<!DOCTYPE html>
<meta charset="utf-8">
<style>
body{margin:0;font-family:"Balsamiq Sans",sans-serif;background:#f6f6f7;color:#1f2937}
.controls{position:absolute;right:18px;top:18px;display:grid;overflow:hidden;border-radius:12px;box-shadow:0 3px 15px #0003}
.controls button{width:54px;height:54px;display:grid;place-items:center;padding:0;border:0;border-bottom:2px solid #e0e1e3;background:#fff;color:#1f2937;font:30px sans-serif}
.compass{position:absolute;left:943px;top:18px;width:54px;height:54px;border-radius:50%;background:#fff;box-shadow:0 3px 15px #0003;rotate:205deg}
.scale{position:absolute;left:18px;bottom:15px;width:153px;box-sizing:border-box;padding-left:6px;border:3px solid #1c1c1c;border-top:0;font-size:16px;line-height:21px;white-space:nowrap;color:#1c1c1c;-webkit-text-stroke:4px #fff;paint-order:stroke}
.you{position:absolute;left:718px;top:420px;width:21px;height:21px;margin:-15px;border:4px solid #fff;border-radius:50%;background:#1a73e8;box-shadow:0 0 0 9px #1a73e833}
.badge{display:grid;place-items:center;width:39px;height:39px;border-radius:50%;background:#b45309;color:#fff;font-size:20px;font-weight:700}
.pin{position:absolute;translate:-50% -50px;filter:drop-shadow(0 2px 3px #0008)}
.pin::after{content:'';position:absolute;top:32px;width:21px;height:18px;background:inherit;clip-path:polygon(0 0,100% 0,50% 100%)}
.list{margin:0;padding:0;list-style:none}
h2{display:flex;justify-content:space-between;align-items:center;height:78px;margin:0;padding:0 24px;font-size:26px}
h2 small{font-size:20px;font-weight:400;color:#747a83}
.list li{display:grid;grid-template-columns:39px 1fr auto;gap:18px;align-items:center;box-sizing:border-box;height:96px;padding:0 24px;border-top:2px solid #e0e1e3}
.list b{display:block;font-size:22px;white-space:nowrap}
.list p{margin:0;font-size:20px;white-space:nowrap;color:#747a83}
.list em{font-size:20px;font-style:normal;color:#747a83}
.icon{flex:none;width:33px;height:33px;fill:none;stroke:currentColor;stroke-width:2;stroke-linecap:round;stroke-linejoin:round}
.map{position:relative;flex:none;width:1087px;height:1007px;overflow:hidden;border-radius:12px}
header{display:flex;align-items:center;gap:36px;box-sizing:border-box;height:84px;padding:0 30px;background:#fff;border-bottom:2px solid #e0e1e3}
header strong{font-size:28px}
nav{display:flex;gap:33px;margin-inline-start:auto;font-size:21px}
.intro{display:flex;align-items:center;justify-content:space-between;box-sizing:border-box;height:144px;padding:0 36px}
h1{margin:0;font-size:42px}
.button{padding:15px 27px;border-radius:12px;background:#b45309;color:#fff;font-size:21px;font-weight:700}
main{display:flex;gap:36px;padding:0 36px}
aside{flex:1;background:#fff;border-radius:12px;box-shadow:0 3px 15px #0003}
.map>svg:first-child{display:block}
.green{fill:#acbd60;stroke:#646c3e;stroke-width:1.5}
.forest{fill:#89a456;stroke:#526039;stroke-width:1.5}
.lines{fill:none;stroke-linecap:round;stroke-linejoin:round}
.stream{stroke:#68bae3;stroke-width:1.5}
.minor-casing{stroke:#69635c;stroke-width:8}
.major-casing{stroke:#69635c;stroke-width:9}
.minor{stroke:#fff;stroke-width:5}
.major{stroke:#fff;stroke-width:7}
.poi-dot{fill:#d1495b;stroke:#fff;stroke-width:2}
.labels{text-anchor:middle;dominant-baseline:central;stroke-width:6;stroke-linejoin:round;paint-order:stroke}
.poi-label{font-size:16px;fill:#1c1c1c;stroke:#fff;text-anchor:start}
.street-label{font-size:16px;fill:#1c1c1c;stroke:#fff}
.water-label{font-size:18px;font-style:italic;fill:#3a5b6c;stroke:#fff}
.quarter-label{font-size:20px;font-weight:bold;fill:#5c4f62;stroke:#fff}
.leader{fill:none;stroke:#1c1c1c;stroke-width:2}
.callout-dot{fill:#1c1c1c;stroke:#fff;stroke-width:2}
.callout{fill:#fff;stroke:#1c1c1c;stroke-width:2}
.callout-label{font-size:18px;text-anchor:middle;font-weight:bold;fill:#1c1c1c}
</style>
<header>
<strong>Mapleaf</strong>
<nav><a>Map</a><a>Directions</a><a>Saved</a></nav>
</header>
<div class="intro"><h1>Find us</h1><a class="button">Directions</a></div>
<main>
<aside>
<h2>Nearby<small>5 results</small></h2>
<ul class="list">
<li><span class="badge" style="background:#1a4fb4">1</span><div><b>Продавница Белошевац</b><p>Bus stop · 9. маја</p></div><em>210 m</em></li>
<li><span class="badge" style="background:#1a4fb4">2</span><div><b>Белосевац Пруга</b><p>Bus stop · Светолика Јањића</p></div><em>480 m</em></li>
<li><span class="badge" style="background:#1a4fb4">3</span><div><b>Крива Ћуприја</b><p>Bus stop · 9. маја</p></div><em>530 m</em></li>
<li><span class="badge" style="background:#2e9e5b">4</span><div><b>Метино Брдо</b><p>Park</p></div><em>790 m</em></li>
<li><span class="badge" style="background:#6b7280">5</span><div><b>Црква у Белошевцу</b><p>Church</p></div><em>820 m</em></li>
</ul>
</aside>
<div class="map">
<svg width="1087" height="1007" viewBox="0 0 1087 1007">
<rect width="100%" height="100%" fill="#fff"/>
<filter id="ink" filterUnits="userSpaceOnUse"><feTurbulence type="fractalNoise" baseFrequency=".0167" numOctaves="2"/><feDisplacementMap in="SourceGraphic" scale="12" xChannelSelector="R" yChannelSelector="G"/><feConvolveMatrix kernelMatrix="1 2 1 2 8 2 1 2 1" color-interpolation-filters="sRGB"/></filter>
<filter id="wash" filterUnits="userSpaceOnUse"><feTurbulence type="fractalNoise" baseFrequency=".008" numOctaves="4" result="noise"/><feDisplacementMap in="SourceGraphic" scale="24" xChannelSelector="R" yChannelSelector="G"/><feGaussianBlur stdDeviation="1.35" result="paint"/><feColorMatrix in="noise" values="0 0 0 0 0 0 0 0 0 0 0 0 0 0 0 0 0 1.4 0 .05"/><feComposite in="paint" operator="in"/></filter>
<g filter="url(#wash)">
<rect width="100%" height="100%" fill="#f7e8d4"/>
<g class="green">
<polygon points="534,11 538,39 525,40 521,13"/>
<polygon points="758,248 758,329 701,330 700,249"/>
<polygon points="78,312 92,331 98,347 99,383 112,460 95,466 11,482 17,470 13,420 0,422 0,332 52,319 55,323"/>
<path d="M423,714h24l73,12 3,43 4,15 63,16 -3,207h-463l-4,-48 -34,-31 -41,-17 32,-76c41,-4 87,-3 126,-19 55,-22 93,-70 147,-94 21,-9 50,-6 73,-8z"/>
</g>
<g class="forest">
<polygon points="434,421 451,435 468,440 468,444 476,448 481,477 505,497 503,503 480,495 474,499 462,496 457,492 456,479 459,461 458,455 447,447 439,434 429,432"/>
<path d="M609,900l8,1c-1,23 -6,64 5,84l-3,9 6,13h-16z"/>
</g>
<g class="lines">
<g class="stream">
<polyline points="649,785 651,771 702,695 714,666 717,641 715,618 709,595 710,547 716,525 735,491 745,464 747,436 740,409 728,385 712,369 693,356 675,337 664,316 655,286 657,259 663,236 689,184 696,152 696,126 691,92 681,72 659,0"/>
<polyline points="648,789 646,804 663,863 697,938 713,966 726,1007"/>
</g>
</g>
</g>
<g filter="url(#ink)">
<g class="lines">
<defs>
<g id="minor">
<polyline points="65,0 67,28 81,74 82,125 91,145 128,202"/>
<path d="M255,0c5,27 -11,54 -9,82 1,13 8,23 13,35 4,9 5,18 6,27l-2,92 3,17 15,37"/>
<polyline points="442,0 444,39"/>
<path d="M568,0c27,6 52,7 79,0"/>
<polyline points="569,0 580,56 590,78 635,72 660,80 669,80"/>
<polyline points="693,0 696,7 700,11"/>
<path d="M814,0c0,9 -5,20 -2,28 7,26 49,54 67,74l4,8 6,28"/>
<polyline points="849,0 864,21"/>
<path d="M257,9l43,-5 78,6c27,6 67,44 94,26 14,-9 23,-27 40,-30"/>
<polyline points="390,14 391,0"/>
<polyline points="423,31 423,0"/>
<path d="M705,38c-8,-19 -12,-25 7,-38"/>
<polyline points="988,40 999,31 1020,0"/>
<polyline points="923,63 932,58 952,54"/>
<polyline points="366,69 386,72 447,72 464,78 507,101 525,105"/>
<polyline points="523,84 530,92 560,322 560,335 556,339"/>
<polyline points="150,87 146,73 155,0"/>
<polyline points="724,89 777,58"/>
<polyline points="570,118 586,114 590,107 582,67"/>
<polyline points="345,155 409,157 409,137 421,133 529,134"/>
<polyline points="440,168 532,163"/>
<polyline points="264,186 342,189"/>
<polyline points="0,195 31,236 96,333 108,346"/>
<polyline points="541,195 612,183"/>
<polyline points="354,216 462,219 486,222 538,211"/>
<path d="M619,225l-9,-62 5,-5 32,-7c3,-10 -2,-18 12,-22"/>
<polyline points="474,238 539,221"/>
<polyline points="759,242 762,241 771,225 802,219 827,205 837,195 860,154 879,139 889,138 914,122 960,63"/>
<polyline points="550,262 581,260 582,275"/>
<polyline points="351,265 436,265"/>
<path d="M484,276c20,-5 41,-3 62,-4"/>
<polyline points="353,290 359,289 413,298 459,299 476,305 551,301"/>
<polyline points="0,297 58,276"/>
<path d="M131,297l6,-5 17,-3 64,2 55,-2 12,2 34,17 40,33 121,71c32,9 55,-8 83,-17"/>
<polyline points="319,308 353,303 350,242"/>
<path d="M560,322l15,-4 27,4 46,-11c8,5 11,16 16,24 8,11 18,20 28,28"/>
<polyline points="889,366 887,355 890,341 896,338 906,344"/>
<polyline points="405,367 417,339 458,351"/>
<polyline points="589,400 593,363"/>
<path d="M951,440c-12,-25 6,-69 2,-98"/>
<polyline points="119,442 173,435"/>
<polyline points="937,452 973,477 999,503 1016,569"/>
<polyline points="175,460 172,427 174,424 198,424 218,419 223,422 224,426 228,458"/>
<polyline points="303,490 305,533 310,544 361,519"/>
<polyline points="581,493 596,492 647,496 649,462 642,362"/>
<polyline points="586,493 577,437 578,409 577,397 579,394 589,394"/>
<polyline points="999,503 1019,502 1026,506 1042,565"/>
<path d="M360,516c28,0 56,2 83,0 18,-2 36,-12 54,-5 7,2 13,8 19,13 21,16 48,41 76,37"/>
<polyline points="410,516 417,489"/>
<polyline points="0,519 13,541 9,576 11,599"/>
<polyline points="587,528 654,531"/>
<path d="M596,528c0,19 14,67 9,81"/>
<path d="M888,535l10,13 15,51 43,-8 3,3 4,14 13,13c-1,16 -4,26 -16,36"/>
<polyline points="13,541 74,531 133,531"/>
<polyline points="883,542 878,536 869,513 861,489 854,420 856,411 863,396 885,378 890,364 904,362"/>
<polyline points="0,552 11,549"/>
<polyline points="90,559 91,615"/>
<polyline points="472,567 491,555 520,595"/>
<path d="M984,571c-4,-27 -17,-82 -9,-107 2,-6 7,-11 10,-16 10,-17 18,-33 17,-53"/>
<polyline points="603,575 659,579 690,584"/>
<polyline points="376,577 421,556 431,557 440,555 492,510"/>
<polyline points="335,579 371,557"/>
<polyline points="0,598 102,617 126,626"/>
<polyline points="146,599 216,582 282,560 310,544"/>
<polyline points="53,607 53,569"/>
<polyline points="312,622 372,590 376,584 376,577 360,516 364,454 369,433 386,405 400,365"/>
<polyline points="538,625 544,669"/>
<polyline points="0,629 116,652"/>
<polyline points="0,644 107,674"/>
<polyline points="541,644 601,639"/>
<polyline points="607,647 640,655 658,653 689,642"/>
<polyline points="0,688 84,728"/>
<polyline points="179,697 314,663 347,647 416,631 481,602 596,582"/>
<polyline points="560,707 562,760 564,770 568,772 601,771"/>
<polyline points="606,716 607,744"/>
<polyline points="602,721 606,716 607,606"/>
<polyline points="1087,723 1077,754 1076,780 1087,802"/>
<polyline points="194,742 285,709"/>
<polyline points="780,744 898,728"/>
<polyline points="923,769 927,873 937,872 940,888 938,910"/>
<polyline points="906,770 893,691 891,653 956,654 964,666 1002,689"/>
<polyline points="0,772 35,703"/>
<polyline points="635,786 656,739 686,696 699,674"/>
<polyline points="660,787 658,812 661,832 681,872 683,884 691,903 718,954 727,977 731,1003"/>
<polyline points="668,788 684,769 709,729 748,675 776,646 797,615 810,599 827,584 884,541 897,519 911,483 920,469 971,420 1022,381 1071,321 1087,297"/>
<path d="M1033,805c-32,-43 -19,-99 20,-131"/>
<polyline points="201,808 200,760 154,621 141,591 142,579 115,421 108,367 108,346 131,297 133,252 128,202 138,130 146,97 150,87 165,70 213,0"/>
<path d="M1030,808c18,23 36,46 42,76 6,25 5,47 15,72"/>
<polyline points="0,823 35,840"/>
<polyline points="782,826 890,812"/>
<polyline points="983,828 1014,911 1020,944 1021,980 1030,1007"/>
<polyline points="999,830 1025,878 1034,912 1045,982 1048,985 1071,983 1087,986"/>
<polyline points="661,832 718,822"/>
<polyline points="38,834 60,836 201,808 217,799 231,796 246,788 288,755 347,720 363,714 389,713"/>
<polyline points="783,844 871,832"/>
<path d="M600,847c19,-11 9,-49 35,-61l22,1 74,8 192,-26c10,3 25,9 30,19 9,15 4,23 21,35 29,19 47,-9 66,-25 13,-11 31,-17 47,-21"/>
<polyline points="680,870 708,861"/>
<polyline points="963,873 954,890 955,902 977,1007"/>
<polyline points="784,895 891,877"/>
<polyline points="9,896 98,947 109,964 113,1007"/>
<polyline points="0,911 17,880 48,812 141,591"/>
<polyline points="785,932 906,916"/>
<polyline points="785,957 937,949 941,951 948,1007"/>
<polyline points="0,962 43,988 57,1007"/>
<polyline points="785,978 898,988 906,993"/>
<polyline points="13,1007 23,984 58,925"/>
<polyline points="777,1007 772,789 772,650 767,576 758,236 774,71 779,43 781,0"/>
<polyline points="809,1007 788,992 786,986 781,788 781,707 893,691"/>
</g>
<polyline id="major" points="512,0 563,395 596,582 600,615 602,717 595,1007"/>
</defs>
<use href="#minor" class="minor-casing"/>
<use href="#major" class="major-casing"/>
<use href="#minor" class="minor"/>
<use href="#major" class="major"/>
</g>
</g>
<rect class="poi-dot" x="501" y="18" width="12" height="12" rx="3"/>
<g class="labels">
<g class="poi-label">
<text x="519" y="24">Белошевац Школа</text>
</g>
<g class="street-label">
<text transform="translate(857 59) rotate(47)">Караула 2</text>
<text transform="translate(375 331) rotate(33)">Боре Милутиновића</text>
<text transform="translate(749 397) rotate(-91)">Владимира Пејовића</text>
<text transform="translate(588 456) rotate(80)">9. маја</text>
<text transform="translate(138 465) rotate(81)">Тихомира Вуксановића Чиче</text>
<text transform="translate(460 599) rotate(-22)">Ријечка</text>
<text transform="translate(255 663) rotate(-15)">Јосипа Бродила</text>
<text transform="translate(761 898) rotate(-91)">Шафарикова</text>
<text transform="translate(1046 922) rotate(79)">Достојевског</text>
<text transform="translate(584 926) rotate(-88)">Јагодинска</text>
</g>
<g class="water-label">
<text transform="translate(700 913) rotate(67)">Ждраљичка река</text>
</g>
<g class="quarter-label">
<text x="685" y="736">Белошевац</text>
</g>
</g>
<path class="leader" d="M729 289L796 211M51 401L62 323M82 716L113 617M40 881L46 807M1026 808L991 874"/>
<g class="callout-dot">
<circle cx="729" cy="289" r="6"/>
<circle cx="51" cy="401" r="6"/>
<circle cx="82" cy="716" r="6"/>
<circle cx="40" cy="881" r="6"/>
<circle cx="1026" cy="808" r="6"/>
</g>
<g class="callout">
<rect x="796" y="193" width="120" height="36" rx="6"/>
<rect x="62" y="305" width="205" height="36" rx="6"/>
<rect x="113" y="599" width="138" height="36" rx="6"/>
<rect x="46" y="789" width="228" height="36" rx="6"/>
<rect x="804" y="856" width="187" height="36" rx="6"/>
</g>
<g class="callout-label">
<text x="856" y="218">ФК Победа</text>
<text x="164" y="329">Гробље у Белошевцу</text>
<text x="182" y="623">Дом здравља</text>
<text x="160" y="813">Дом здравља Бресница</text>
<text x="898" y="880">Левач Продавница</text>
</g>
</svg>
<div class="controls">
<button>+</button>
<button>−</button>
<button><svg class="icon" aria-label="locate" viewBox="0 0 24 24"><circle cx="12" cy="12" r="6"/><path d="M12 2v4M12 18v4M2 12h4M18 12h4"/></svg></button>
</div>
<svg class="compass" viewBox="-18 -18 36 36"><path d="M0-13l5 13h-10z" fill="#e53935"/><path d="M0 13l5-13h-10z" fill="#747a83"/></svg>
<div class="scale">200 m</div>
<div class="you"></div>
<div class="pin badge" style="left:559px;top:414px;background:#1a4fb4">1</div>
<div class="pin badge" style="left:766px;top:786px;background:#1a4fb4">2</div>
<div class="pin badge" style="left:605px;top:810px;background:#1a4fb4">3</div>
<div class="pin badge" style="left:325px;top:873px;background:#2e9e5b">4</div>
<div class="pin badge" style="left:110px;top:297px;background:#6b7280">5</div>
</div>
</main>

* * * * *

From the material above, copy every line where the word "linejoin" is found.

_Written solution_
.icon{flex:none;width:33px;height:33px;fill:none;stroke:currentColor;stroke-width:2;stroke-linecap:round;stroke-linejoin:round}
.lines{fill:none;stroke-linecap:round;stroke-linejoin:round}
.labels{text-anchor:middle;dominant-baseline:central;stroke-width:6;stroke-linejoin:round;paint-order:stroke}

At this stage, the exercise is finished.